In South America, surrounded by 9 foot fences topped with barbed wire, or with bars on the windows and doors of their homes, the rich would guard themselves while poor children with swollen bellies ran barefoot and in rags, or naked, outside gated communities and schools. I saw this from the time I was four until I left Venezuela at nine. It made an indelible impression. From bus windows I saw the old and weary eating from scraps in tin cans burning in the heat, children without a hope and no opportunity for an education.
This, I learned, was the state of many in the world outside of our middle class havens in the US, where even there, in our poorest communities, children went to bed hungry … now more than ever. If money was the answer, then why so much suffering while a few lived in luxury?
Of course, my father was much deeper than his words. He simply understood that money was a tool that made dreams possible. As time went by, though, the demands of life weighed upon him and he was, like so many, pressed into the service of money. I saw what this master did to gentle souls like his. Too many broken lives are made in the path of this, what should be no more than utilitarian.
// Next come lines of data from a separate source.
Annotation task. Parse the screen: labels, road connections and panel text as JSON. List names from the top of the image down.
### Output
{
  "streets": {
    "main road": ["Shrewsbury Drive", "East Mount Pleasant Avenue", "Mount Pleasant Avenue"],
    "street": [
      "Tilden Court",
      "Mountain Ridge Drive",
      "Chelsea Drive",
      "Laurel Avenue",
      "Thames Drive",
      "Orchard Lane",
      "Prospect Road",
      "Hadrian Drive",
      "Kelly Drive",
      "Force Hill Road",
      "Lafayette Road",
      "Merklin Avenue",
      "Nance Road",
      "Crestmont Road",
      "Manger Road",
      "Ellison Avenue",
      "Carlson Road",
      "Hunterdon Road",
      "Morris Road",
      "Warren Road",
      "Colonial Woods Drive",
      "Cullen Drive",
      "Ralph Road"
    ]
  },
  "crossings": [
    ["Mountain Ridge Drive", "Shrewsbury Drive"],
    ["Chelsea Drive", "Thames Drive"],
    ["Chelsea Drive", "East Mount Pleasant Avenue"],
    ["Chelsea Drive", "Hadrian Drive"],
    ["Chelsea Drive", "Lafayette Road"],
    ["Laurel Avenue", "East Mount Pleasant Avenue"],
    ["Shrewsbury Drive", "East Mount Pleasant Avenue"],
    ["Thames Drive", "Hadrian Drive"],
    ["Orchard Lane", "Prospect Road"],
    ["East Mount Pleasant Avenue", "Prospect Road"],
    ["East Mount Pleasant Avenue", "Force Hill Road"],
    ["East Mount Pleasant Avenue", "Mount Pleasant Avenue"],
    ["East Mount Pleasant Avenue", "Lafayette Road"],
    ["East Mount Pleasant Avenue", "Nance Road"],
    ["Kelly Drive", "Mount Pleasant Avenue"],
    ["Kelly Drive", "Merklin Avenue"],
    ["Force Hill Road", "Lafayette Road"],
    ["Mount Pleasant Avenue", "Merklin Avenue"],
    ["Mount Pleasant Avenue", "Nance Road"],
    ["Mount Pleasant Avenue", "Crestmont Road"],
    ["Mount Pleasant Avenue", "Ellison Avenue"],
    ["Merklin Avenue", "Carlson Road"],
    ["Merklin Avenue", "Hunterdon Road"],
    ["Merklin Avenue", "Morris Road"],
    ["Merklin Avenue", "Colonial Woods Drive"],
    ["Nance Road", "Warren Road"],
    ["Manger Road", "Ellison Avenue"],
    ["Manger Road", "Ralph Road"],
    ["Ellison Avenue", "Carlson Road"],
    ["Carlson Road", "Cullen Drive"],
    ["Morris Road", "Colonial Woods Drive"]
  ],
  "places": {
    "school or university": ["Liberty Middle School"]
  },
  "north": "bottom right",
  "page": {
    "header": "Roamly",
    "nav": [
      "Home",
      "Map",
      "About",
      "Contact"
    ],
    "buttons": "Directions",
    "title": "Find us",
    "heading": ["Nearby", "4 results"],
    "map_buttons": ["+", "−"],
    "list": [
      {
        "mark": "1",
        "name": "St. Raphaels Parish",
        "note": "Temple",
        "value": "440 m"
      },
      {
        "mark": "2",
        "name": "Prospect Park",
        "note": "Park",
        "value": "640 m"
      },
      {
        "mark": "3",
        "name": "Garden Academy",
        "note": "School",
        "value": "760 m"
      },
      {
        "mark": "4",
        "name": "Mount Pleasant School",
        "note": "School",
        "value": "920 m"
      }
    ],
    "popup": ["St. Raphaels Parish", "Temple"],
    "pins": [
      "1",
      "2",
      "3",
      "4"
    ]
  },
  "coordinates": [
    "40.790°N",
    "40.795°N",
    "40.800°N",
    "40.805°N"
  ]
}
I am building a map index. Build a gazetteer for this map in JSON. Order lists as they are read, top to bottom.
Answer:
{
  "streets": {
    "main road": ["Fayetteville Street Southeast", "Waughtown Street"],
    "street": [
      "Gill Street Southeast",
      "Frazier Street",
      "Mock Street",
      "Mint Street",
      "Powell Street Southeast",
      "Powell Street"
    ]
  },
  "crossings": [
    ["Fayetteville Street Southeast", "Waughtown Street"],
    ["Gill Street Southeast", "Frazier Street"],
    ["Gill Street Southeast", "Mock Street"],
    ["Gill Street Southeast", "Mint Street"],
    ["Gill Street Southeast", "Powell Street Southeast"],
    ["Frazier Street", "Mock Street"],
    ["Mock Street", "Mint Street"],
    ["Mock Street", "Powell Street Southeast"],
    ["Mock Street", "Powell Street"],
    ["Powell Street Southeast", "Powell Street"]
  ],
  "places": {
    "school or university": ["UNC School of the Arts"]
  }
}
Even so, it’s hard to understand why I refrained much of the time from my practice in art, a practice that gives me joy. Did I expect perfection and feel unworthy? I procrastinated and excused my delays. I stubbornly refused, at times, to paint even though drawn, often finding things to do, no matter how mundane, or useless, to divert and exhaust my energies. Painting from my heart is a desire for truth, to understand, to discover and this has its own rewards. I understand now that it is the process that gives me joy.
Since this realization, the practice comes easier … freed from expectations. This is a difficult thing to explain to most people; and it’s been an understanding hard won for me. Art is an expression of beauty. It comes from appreciation of things outside our selves, universal truths. We see and know. We show our appreciation, our love, through action. That action takes as many forms as there are souls.
Being a woman, as women are poorly represented in galleries and museums, I understood early that it would be a battle, most likely lost, to seek recognition and make a living at art. As a consequence, the battle raged inside as I took part-time wages for support of my love, while I raised two children.
More women artists than not have been left in obscurity by the decision-makers, the ones who decide “what is art.” Money and power working hand in hand. In fact, by this very act, words have played a role in the perversion of truth in practice of visual arts. The percentage of artists represented in museums who are women is in the single digits. How can this be if these institutions represented the variety and depth of artistic practice and appreciation truly? As we evolve, perhaps that day will come when substance will not be sacrificed to maintain the status quo and money will hold no power over people’s souls.